PATRICE MICHAUD - 10 mars 2022

Patrice Michaud

Ému et émouvant

Il avait bien hâte de nous revoir.  Que dire de nous. On s’est donné rendez-vous ce jeudi à la salle Louis-Fréchette du Grand Théâtre de Québec pour embarquer dans son Grand voyage désorganisé.

Les toutes premières notes jouées au piano, ont annoncé la douce Origami, l’histoire d’une vie un peu compliquée.

« Ça là, ça là, J’y ai rêvé » C’est de cette façon, en montrant la salle et ses spectateurs, qu’il s’est tout de suite adressé à son public. « Ce soir, c’est notre premier spectacle avec une salle pleine. On va tout vous donner et on s’attend à tout recevoir ».

Comme pour nous prouver que la soirée serait un voyage dans le temps, il enchaine immédiatement avec Julie revient, Julie s’en va, tirée d’Almanach paru en 2017.

On a beau l’avoir vu comme animateur à la télé. On a beau l’avoir suivi sur les réseaux sociaux, revoir Michaud sur scène reste toujours un plaisir indéniable. Les applaudissements sont plus que sentis. Ce plaisir est franchement partagé.

Patrice Michaud est un excellent compteur. Il aime développer l’histoire autour de ses chansons. L’introduction de Golden Record en est un très bon exemple. 

Pour nous présenter le fruit de sa récolte, semée en pleine pandémie, il s’est entouré de vieux et nouveaux complices. Simon Pedneault qui conduit magnifiquement sa guitare, a comme co-pilote Marie-Pierre Bellefeuille aux claviers, Marc Hébert à la basse et l’excellent Marc Chartrain à la batterie.

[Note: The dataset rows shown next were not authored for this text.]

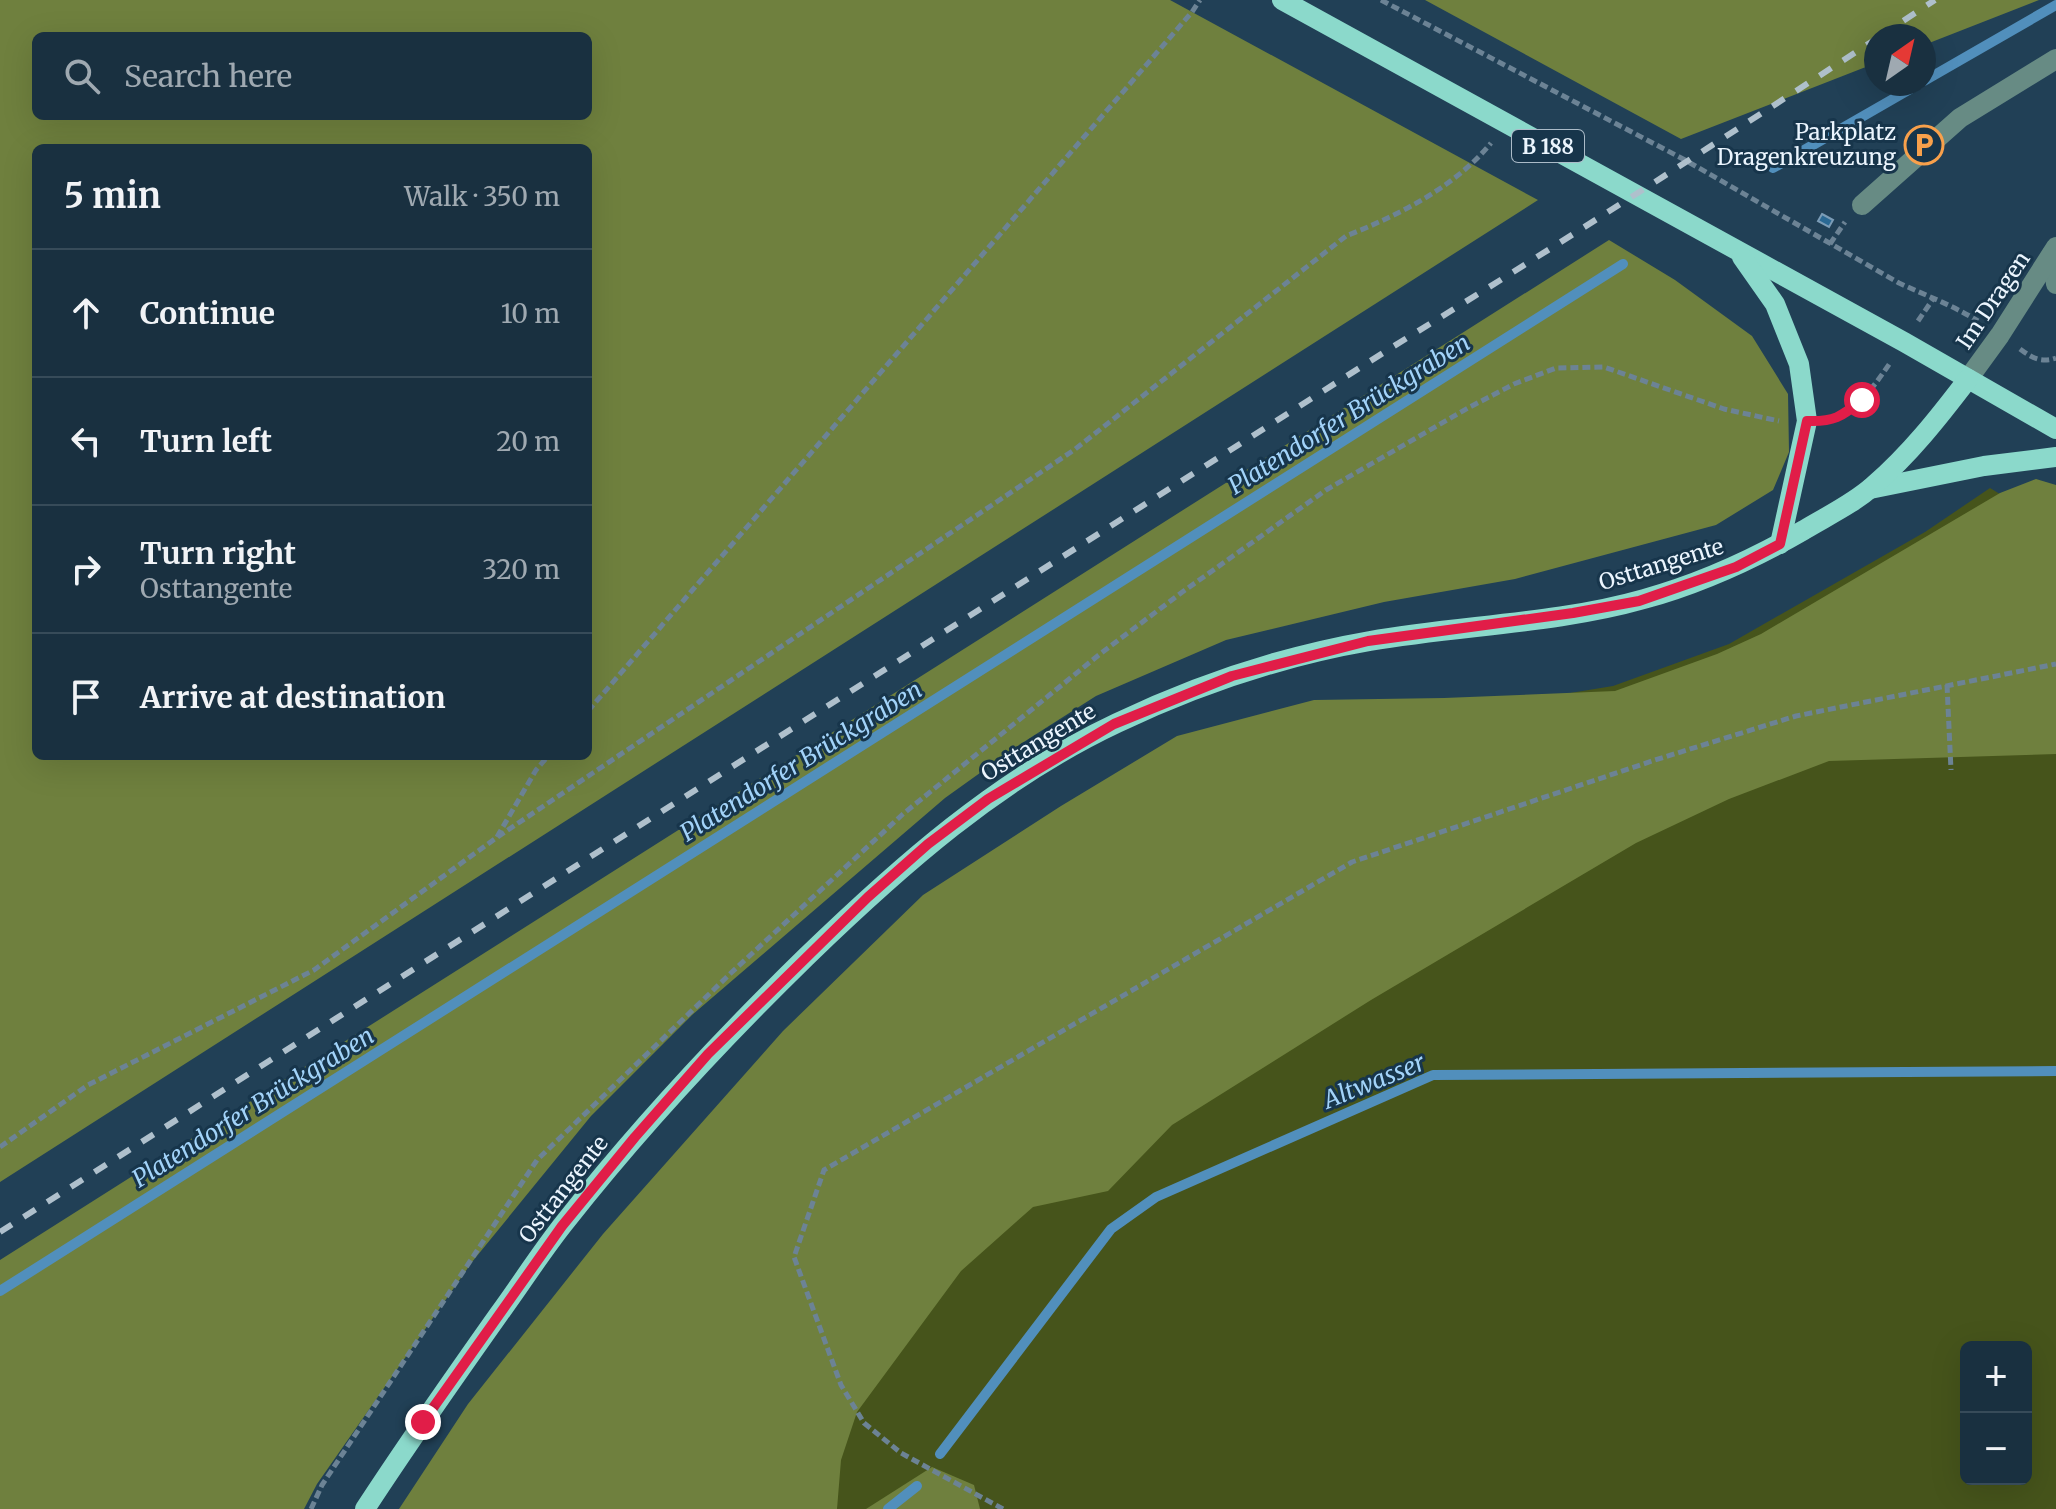 <!DOCTYPE html>
<meta charset="utf-8">
<style>
:root{--surface:#193040;--page:#223847;--text:#f1f3f6;--muted:#9fa9b1;--line:#374b59}
body{margin:0;font-family:Merriweather,serif;background:var(--page);color:var(--text)}
.controls{position:absolute;right:24px;bottom:24px;display:grid;overflow:hidden;border-radius:12px;box-shadow:0 8px 32px #0002}
.controls button{width:72px;height:72px;display:grid;place-items:center;padding:0;border:0;border-bottom:2px solid var(--line);background:var(--surface);color:var(--text);font:40px sans-serif}
.compass{position:absolute;left:1864px;top:24px;width:72px;height:72px;border-radius:50%;background:var(--surface);box-shadow:0 8px 32px #0002;rotate:34deg}
.stop{position:absolute;width:24px;height:24px;margin:-18px;border:6px solid #e11d48;border-radius:50%;background:#fff}
.stop.end{background:#e11d48;border-color:#fff;box-shadow:0 2px 8px #0008}
.list{margin:0;padding:0;list-style:none}
h2{display:flex;justify-content:space-between;align-items:center;height:104px;margin:0;padding:0 32px;font-size:34px}
h2 small{font-size:26px;font-weight:400;color:var(--muted)}
.list li{display:grid;grid-template-columns:52px 1fr auto;gap:24px;align-items:center;box-sizing:border-box;height:128px;padding:0 32px;border-top:2px solid var(--line)}
.list b{display:block;font-size:30px;white-space:nowrap}
.list p{margin:0;font-size:26px;white-space:nowrap;color:var(--muted)}
.list em{font-size:26px;font-style:normal;color:var(--muted)}
.icon{flex:none;width:44px;height:44px;fill:none;stroke:currentColor;stroke-width:2;stroke-linecap:round;stroke-linejoin:round}
.map{position:relative;flex:none;width:2056px;height:1509px;overflow:hidden}
.search{position:absolute;background:var(--surface);box-shadow:0 8px 32px #0002;left:32px;top:32px;width:560px;height:88px;display:flex;align-items:center;gap:20px;box-sizing:border-box;padding:0 28px;border-radius:12px;color:var(--muted);font-size:30px}
.panel{position:absolute;background:var(--surface);box-shadow:0 8px 32px #0002;left:32px;top:144px;width:560px;height:616px;border-radius:12px}
.map>svg:first-child{display:block}
.green{fill:#46541b;fill-rule:evenodd}
.forest{fill:#6f803e;fill-rule:evenodd}
.lines{fill:none;stroke-linecap:round;stroke-linejoin:round}
.stream{stroke:#518fbc;stroke-width:10}
.building{fill:#2a6994;stroke:#7b9cb6;stroke-width:2}
.path{stroke:#6c8395;stroke-width:5;stroke-dasharray:8 4;stroke-linecap:butt}
.minor{stroke:#678b84;stroke-width:20}
.major{stroke:#8bd9cb;stroke-width:20}
.rail{stroke:#afc0cc;stroke-width:6;stroke-dasharray:14 14;stroke-linecap:butt}
.route{stroke:#e11d48;stroke-width:10}
.labels{text-anchor:middle;dominant-baseline:central;stroke-width:6;stroke-linejoin:round;paint-order:stroke}
.shield{fill:#17354b;stroke:#abbbc8;stroke-width:2}
.shield-label{font-size:20px;font-weight:bold;fill:#ebf5fe}
.poi-label{font-size:22px;fill:#ebf5fe;stroke:#17354b;text-anchor:end}
.street-label{font-size:22px;fill:#ebf5fe;stroke:#17354b}
.water-label{font-size:24px;font-style:italic;fill:#a2d3f9;stroke:#17354b}
</style>
<div class="map">
<svg width="2056" height="1509" viewBox="0 0 2056 1509">
<rect width="100%" height="100%" fill="#214056"/>
<!-- green -->
<path class="green" d="M 1990,488 L 2056,528 L 2056,1509 L 462,1509 L 1403,720 L 1613,686 L 1729,644 L 1925,532 ZM 1966,1347 L 2026,1347 L 2026,1479 L 1966,1479 Z"/>
<!-- forest -->
<g class="forest">
<path d="M 0,0 L 1170,0 L 1538,200 L 0,1182 ZM 36,36 L 588,36 L 588,116 L 36,116 ZM 588,148 L 588,756 L 36,756 L 36,148 Z"/>
<polygon points="1425,0 2039,0 1924,45 1924,36 1876,36 1876,63 1681,139"/>
<polygon points="1609,240 1675,280 1752,336 1788,394 1789,452 1773,490 1716,525 1515,579 1384,602 1226,640 1096,696 1019,745 945,798 692,1015 591,1116 472,1262 317,1484 304,1509 0,1509 0,1260"/>
<polygon points="2036,479 2056,485 2056,754 1829,761 1729,799 1636,843 1371,1000 1172,1125 1108,1191 1033,1207 961,1271 857,1412 841,1460 837,1509 399,1509 468,1404 603,1234 783,1031 923,895 1061,806 1177,736 1314,700 1444,698 1615,691 1717,654 1761,634 2000,493"/>
<polygon points="932,1467 974,1485 980,1509 866,1509"/>
</g>
<g class="lines">
<!-- stream -->
<g class="stream">
<polyline points="1924,81 2056,5"/>
<polyline points="1773,168 1919,84"/>
<polyline points="0,1291 1623,264"/>
<polyline points="940,1454 1111,1229 1156,1197 1433,1075 2056,1071"/>
<polyline points="888,1509 917,1486"/>
</g>
</g>
<!-- building -->
<polygon class="building" points="1822,214 1833,220 1829,227 1818,221"/>
<g class="lines">
<!-- path -->
<g class="path">
<path d="M 1381,0 L 1685,160 L 1899,283 C 1927,296 1952,305 1978,321"/>
<polyline points="1830,244 1845,222"/>
<polyline points="1918,321 1933,299"/>
<path d="M 2020,349 C 2032,358 2041,363 2056,358"/>
<path d="M 1833,420 C 1858,409 1875,385 1890,363"/>
<polyline points="1947,685 1951,770"/>
<polyline points="588,711 1192,12 1200,0"/>
<polyline points="497,837 536,770 548,756"/>
<path d="M 0,1147 L 88,1085 L 314,970 L 496,838 L 1074,450 L 1346,236 C 1399,215 1455,187 1491,143"/>
<polyline points="311,1509 322,1485 537,1160 732,972 903,814 1100,654 1181,593 1326,490 1468,408 1514,384 1556,368 1604,367 1724,409 1779,421"/>
<polyline points="1003,1509 901,1453 864,1423 841,1385 794,1257 824,1170 1352,862 1655,760 1796,716 2056,664"/>
</g>
<!-- minor -->
<g class="minor">
<polyline points="1862,205 1960,118 2056,59"/>
<polyline points="2052,254 2056,284"/>
<polyline points="1968,379 2000,335 2056,247"/>
</g>
<!-- major -->
<g class="major">
<polyline points="1282,0 1904,342 2056,429"/>
<polyline points="1742,257 1775,304 1799,364 1807,421 1780,544"/>
<polyline points="1870,489 1984,466 2056,457"/>
<path d="M 365,1509 C 408,1443 453,1379 499,1314 C 521,1284 541,1252 565,1222 C 639,1128 720,1041 806,957 C 900,866 998,779 1117,723 C 1197,685 1283,656 1370,641 C 1461,625 1556,624 1644,599 C 1702,583 1752,560 1804,530 C 1827,516 1853,504 1873,486 C 1910,454 1939,417 1968,379"/>
</g>
<!-- rail -->
<g class="rail">
<polyline points="1880,36 1935,0"/>
<path d="M 0,1232 L 1394,346 C 1557,246 1716,143 1876,39"/>
</g>
</g>
<g class="lines">
<!-- route -->
<path class="route" d="M 423,1422 L 562,1226 L 635,1137 L 708,1054 L 868,897 L 928,844 L 988,799 L 1114,724 L 1232,676 L 1368,641 L 1573,613 L 1639,601 L 1736,567 L 1780,544 L 1807,421 C 1834,422 1841,417 1862,400"/>
</g>
<!-- icons -->
<defs>
<g id="parking-ring" transform="scale(2)"><circle r="9.5" fill="#17354b" stroke="#f8a04b" stroke-width="1.5"/><path d="M-3.5-5.5H1a3.5 3.5 0 0 1 0 7H-1V5.5H-3.5ZM-1-3.4V-.6H.8a1.4 1.4 0 0 0 0-2.8Z" fill="#f8a04b"/></g>
</defs>
<g fill-rule="evenodd">
<use href="#parking-ring" x="1924" y="145"/>
</g>
<g class="labels">
<!-- shield labels -->
<rect class="shield" x="1512" y="130" width="72" height="32" rx="6"/>
<g class="shield-label">
<text x="1548" y="146">B 188</text>
</g>
<!-- poi labels -->
<g class="poi-label">
<text x="1896" y="132">Parkplatz<tspan x="1896" dy="25">Dragenkreuzung</tspan></text>
</g>
<!-- street labels -->
<g class="street-label">
<text transform="translate(1993 300) rotate(-56)">Im Dragen</text>
<text transform="translate(1661 564) rotate(-17)">Osttangente</text>
<text transform="translate(1038 742) rotate(-31)">Osttangente</text>
<text transform="translate(563 1189) rotate(-52)">Osttangente</text>
</g>
<!-- water labels -->
<g class="water-label">
<text transform="translate(1349 414) rotate(-32)">Platendorfer Brückgraben</text>
<text transform="translate(801 761) rotate(-32)">Platendorfer Brückgraben</text>
<text transform="translate(1374 1081) rotate(-22)">Altwasser</text>
<text transform="translate(253 1107) rotate(-32)">Platendorfer Brückgraben</text>
</g>
</g>
</svg>
<div class="controls">
<button>+</button>
<button>−</button>
</div>
<svg class="compass" viewBox="-18 -18 36 36"><path d="M0-13l5 13h-10z" fill="#e53935"/><path d="M0 13l5-13h-10z" fill="#9fa9b1"/></svg>
<div class="stop" style="left:1862px;top:400px"></div>
<div class="stop end" style="left:423px;top:1422px"></div>
<div class="search"><svg class="icon" aria-label="search" viewBox="0 0 24 24"><circle cx="10" cy="10" r="6"/><path d="M15 15l6 6"/></svg>Search here</div>
<section class="panel">
<h2>5 min<small>Walk · 350 m</small></h2>
<ul class="list">
<li><svg class="icon" aria-label="ahead" viewBox="0 0 24 24"><path d="M12 20V5M6 11l6-6 6 6"/></svg><div><b>Continue</b></div><em>10 m</em></li>
<li><svg class="icon" aria-label="left" viewBox="0 0 24 24"><path d="M17 20v-9H6M10 6l-5 5 5 5"/></svg><div><b>Turn left</b></div><em>20 m</em></li>
<li><svg class="icon" aria-label="right" viewBox="0 0 24 24"><path d="M7 20v-9h11M14 6l5 5-5 5"/></svg><div><b>Turn right</b><p>Osttangente</p></div><em>320 m</em></li>
<li><svg class="icon" aria-label="arrive" viewBox="0 0 24 24"><path d="M6 21V4h12l-3 4 3 4H6"/></svg><div><b>Arrive at destination</b></div></li>
</ul>
</section>
</div>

En 1977, deux grands évènements ont eu lieux. L’envoi de la sonde Voyager 1 dans le ciel et le mariage de ses parents. « N’eut été de ce mariage, il n’y aurait pas eu de Patrice Michaud. Il n’y aurait pas eu de spectacle ce soir et vous ne seriez pas ici ». On comprendra que la pièce 1977 raconte l’histoire de ses parents. Un mariage où son père était recouvert de 132$ de velours.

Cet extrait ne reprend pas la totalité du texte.